Bencana Sumatra, Ungkap Fakta Keserakahan Manusia
Penulis : Ika Kusuma
Sepekan terakhir, laman berita terutama media sosial dipenuhi kabar banjir bandang dan longsor yang menerpa saudara kita di beberapa daerah Sumatra, seperti Aceh, Sumatra Barat, dan Sumatra utara. Bencana alam yang terus meluas telah banyak menelan korban jiwa. Data terbaru BNPB menyebut 836 korban meninggal dunia, 518 korban hilang serta 2.700 orang terluka. (detiknews.com, 3 Desember 2025). Jumlah tersebut kemungkinan masih terus bertambah mengingat masih banyak daerah yang belum dapat dijangkau karena akses terputus dan terisolir.
Sayangnya, meskipun telah banyak menelan korban jiwa serta dampak kerusakan yang terus meluas, entah mengapa sampai saat ini status bencana Sumatra belum dinaikkan menjadi status bencana nasional. Hal ini tentu berdampak pada penanganan bencana yang kurang maksimal, terbukti dari banyaknya korban yang belum tersentuh bantuan.
Selain itu, fakta yang beredar luas di media sosial bahwa banjir bandang didominasi kayu hutan yang terkesan terpotong rapi menjadi bukti, bencana yang terjadi bukanlah sekadar faktor cuaca ekstrem, namun adanya kerusakan lingkungan yang masif.
Bencana Sumatra ini telah mengungkap kejahatan lingkungan yang selama ini terselubung dan telah berlangsung lama.

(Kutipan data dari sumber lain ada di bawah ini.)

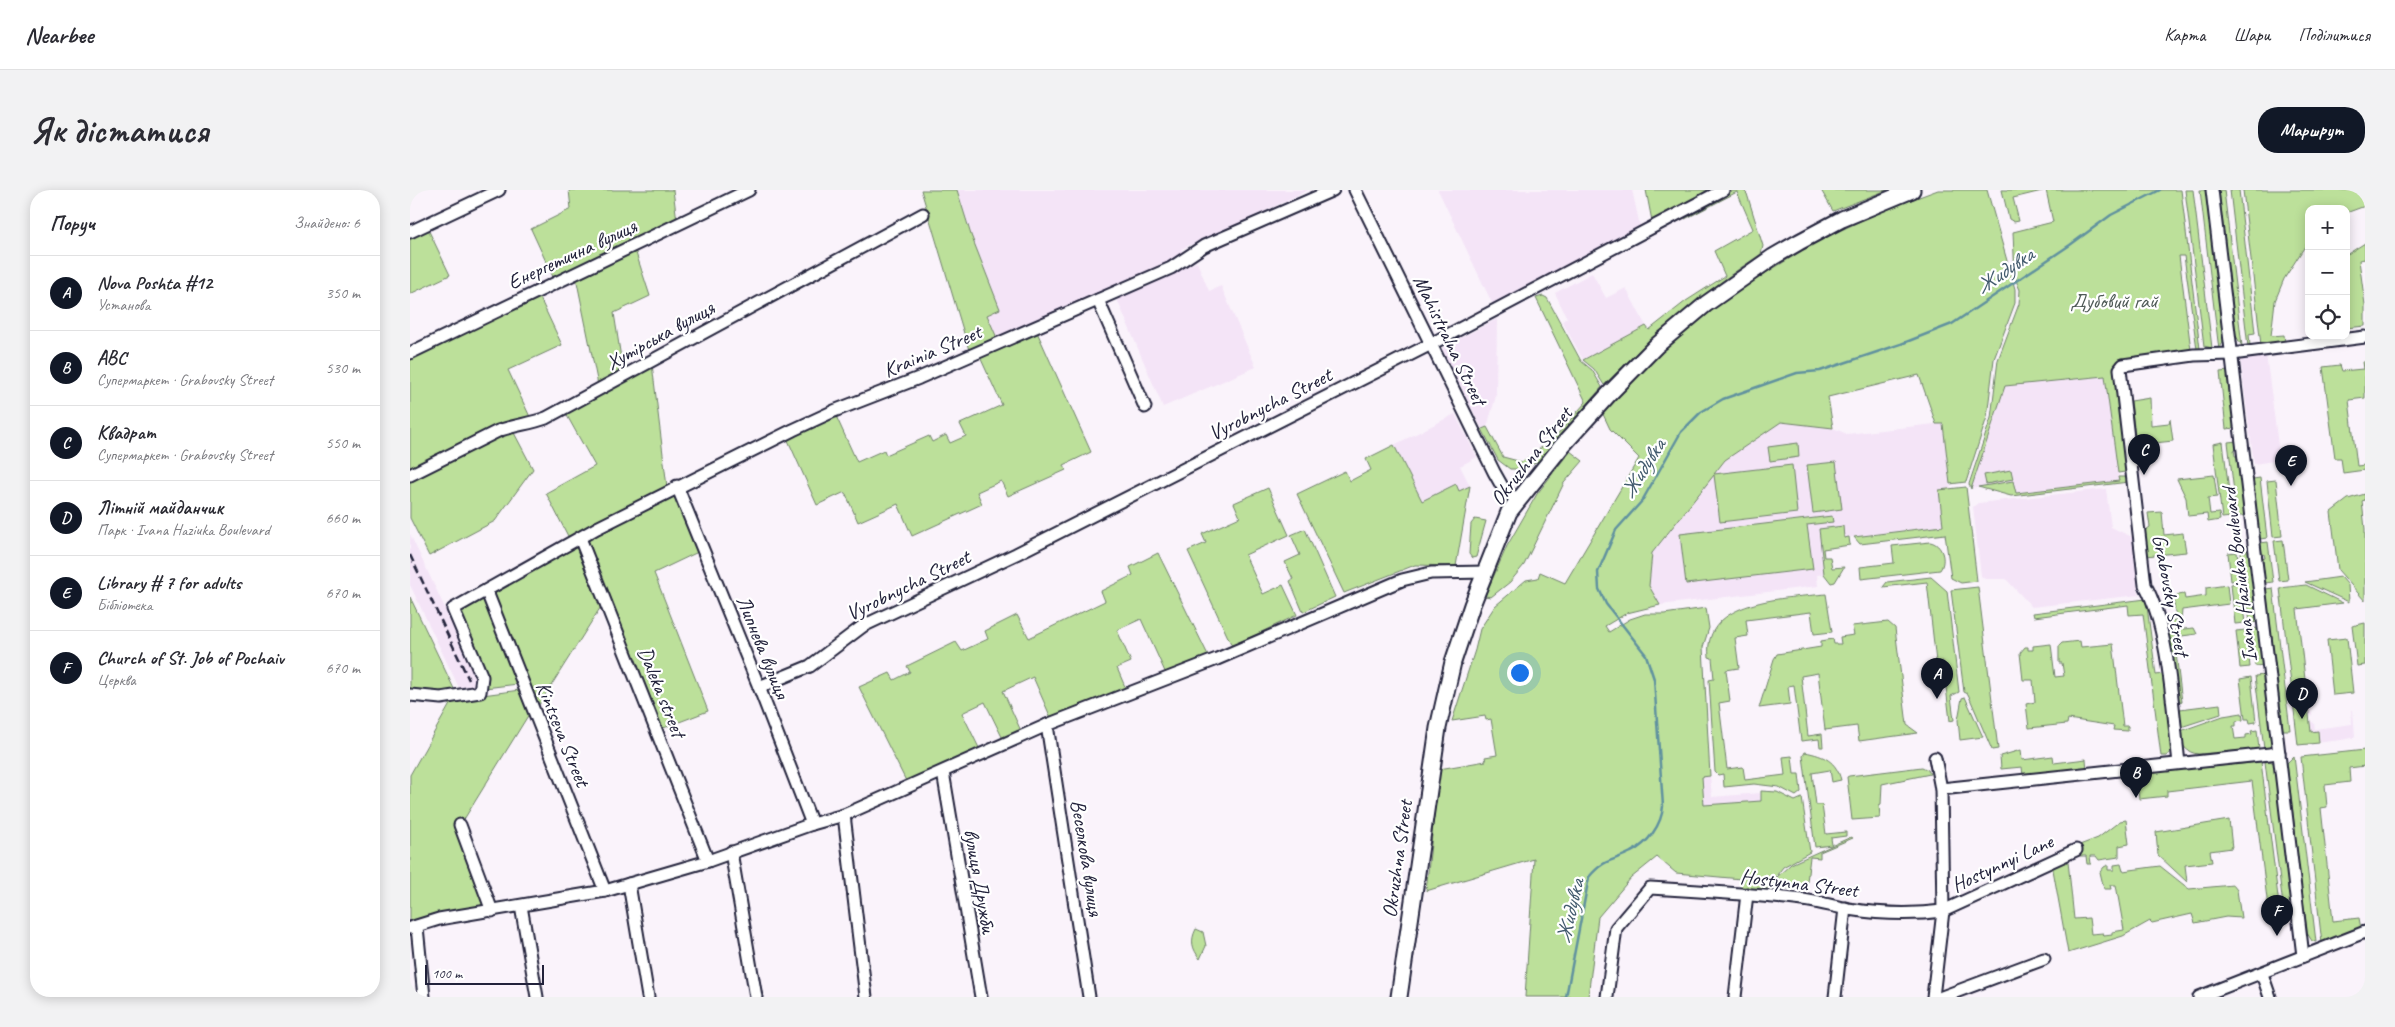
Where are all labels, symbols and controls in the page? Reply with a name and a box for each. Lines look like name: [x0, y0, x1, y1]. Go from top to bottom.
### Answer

Kejahatan ini tersembunyi rapi di balik legitimasi pemerintah lewat kebijakan pemberian hak konsesi lahan, obral izin perusahaan sawit, izin tambang terbuka, tambang untuk ormas, UU minerba, UU cipta kerja, dan lain-lain. Akibatnya, kekayaan alam dieksploitasi habis-habisan tanpa peduli dampak buruknya di kemudian hari. Ironisnya, rakyat tidak bisa merasakan banyak manfaat dari semua ini, meskipun pemerintah berdalih bahwa semua kebijakan itu dibuat untuk pembangunan dan mensejahterakan rakyat .
Inilah potret pemerintahan dalam sistem demokrasi kapitalisme sekular. Kongkalikong antar penguasa dan pengusaha untuk menjarah hak milik rakyat dengan dalih pembangunan kerap terjadi dan lumrah.
Sistem kapitalisme sekular telah menciptakan pemerintahan yang zalim sebab mindset mereka adalah mendapatkan keuntungan materi sebanyak-banyaknya, tanpa peduli akan kerusakan. Budaya korup pun telah mengakar dan niscaya terjadi dalam sistem ini sehingga penegakan hukum yang adil pun sulit bahkan mustahil. Tokoh tokoh utama di balik pengrusakan alam tak pernah tersentuh hukum, bahkan kebal hukum. Ketika bencana akibat kerusakan alam terjadi, mereka seolah mencuci tangan dan mengkambinghitamkan faktor cuaca. Inilah efek ketika negara meninggalkan hukum Allah dalam mengelola alam. Dampak kerusakan begitu masif dan lagi-lagi rakyat yang jadi korban, sementara penguasa dan pengusaha yang menikmati hasilnya.
Allah telah jelas mengingatkan kita dalam Firman-Nya yang artinya: "Telah tampak kerusakan di darat dan di laut disebabkan perbuatan tangan manusia. (Melalui hal itu) Allah membuat mereka merasakan sebagian dari (akibat) perbuatan mereka agar mereka kembali (ke jalan yang benar)." (QS. Ar Rum: 41).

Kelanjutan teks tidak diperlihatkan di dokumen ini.